Performance Physical Therapy is Sports Physical Therapy: Why our profession needs to progress.

Michael M Reinold 1
PMCID: PMC8016433  PMID: 33842056

Sports physical therapy spans a wide spectrum, from injury and post-operative rehabilitation to performance enhancement and injury prevention. To truly help people get the most out of their bodies, we need to focus on all three. But many of us don’t, and if you’re one of them, I think you may be really missing the boat.

There may be two main paradigms holding us back:

  1. We spend the majority of time focusing on “function” and not “performance.”

  2. The vast majority of the physical therapy profession is focused on injury rehabilitation, this includes both entry level curricula and most workplace settings, which limits our potential to help people maximize their function and performance.

Perhaps this is just semantics or terminology, but I know when I was in school and early in my career, “function” was indicative of people’s activities of daily living, and “performance” was related to the realm of sports. Would you agree? That was my early perception, at least. Now, I couldn’t disagree with these definitions more. Here is how I would define them now:

  • Function is an activity. Sure, this could include things like bathing and getting dressed, but I would also say running, jumping, throwing, and just playing a sport, in general, is also a function.

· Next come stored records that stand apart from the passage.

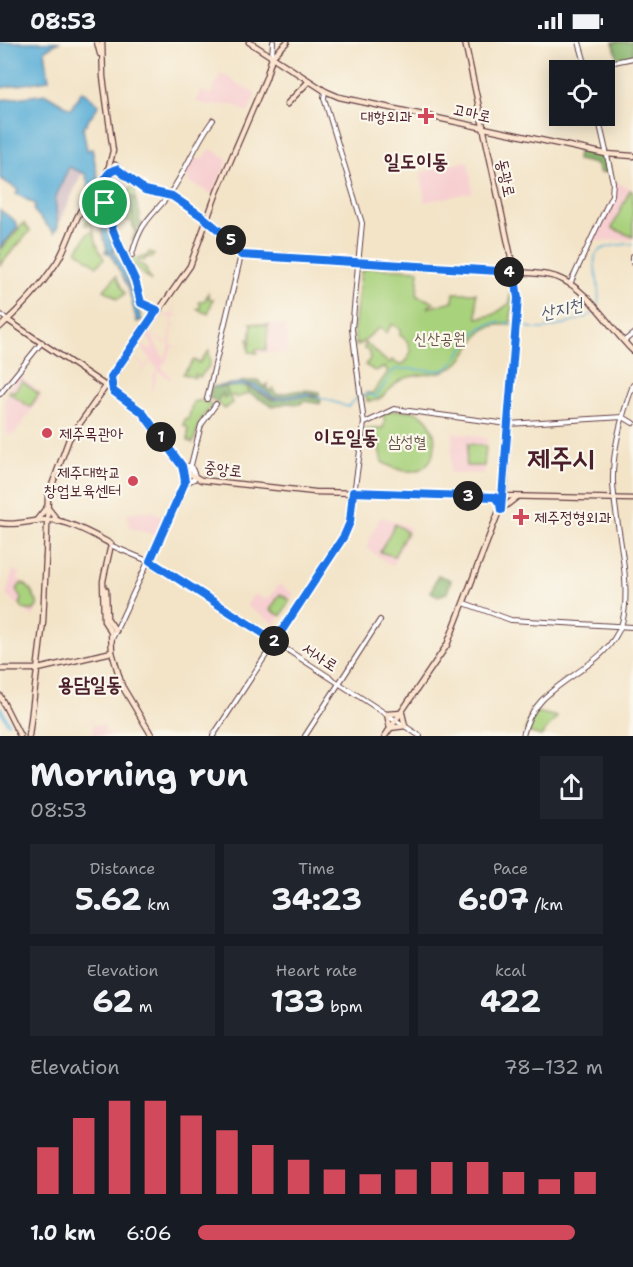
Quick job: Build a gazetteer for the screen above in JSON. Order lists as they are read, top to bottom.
{
  "streets": {
    "main road": [
      "고마로",
      "동광로",
      "중앙로",
      "서사로"
    ]
  },
  "crossings": [
    ["고마로", "동광로"],
    ["동광로", "중앙로"],
    ["동광로", "서사로"]
  ],
  "districts": [
    "일도이동",
    "이도일동",
    "제주시",
    "용담일동"
  ],
  "water": ["산지천"],
  "parks": ["신산공원", "삼성혈"],
  "places": {
    "health": ["대항외과", "제주정형외과"],
    "other": ["제주목관아", "제주대학교 창업보육센터"]
  },
  "page": {
    "status": "08:53",
    "pins": [
      "5",
      "4",
      "1",
      "3",
      "2"
    ],
    "heading": ["Morning run", "08:53"],
    "stats": [
      ["Distance", "5.62 km"],
      ["Time", "34:23"],
      ["Pace", "6:07 /km"],
      ["Elevation", "62 m"],
      ["Heart rate", "133 bpm"],
      ["kcal", "422"]
    ],
    "chart": ["Elevation", "78–132 m"],
    "list": [
      {
        "name": "1.0 km",
        "note": "6:06"
      }
    ]
  }
}
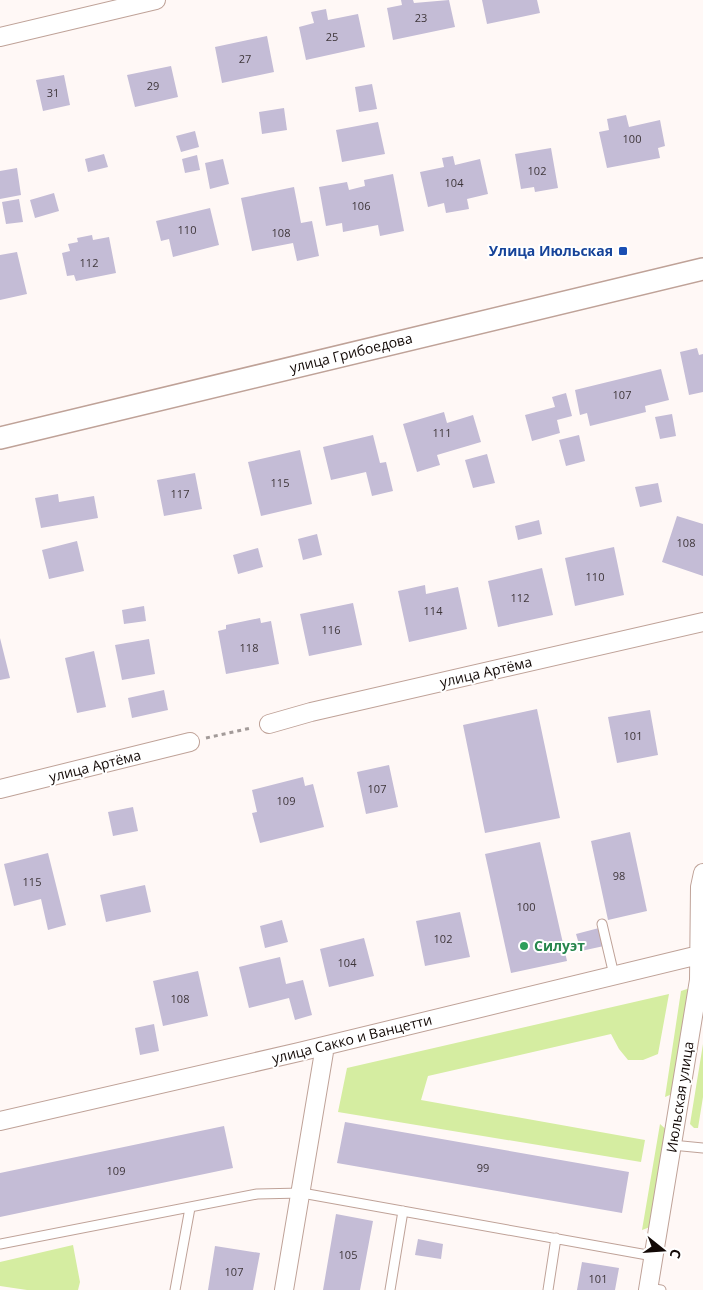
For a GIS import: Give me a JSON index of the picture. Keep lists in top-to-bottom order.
{
  "streets": {
    "street": [
      "улица Грибоедова",
      "улица Артёма",
      "улица Сакко и Ванцетти",
      "Июльская улица"
    ]
  },
  "crossings": [
    ["улица Сакко и Ванцетти", "Июльская улица"]
  ],
  "places": {
    "transit": ["Улица Июльская"],
    "other": ["Силуэт"]
  },
  "house_numbers": [
    "23",
    "25",
    "27",
    "29",
    "31",
    "100",
    "102",
    "104",
    "106",
    "110",
    "108",
    "112",
    "107",
    "111",
    "115",
    "117",
    "108",
    "110",
    "112",
    "114",
    "116",
    "118",
    "101",
    "107",
    "109",
    "98",
    "115",
    "100",
    "102",
    "104",
    "108",
    "99",
    "109",
    "105",
    "107",
    "101"
  ],
  "north": "right"
}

  • Performance is how well you perform that function.

Performance is not something that only athletes do. We all need to perform at whatever function we want with our bodies. This is probably the most important concept to understand during the rehabilitation process and one that I have continued to promote.

The Need for a Shift Towards Performance Physical Therapy

Here’s what I suspect is the typical vision of the performance spectrum to most physical therapists. At any point in time, you have your baseline. Most people then focus on either restoring or enhancing performance based on that baseline.

Figure 1: Current Model.

Figure 1:

Often, therapists sit back and wait for someone to get injured, then help them restore themselves back to baseline. What if their baseline was part of the reason why they got injured in the first place? What if sports physical therapists were to focus more on prevention?

If we just focus on restoring their function back to their baseline, we’re completely missing the boat on helping them optimize and enhance their performance. I can’t help but think that this is one of the reasons why so many people have recurring injuries, chronic pain, and failed surgeries. Restoring people back to their baseline isn’t enough, we need to build their capacity and enhance their baseline.

As we all know, many things can predispose a person to injury, including weakness, mobility concerns, and imbalances. There has been a recent uptick in criticism on social media that too many physical therapy interventions are either ineffective, transient in nature, or both. Rightfully so. But maybe it’s not the physical therapy treatments that are the concern, but rather the overall strategy? Maybe we are focusing too much on just restoring function, and not enough on optimizing and enhancing performance?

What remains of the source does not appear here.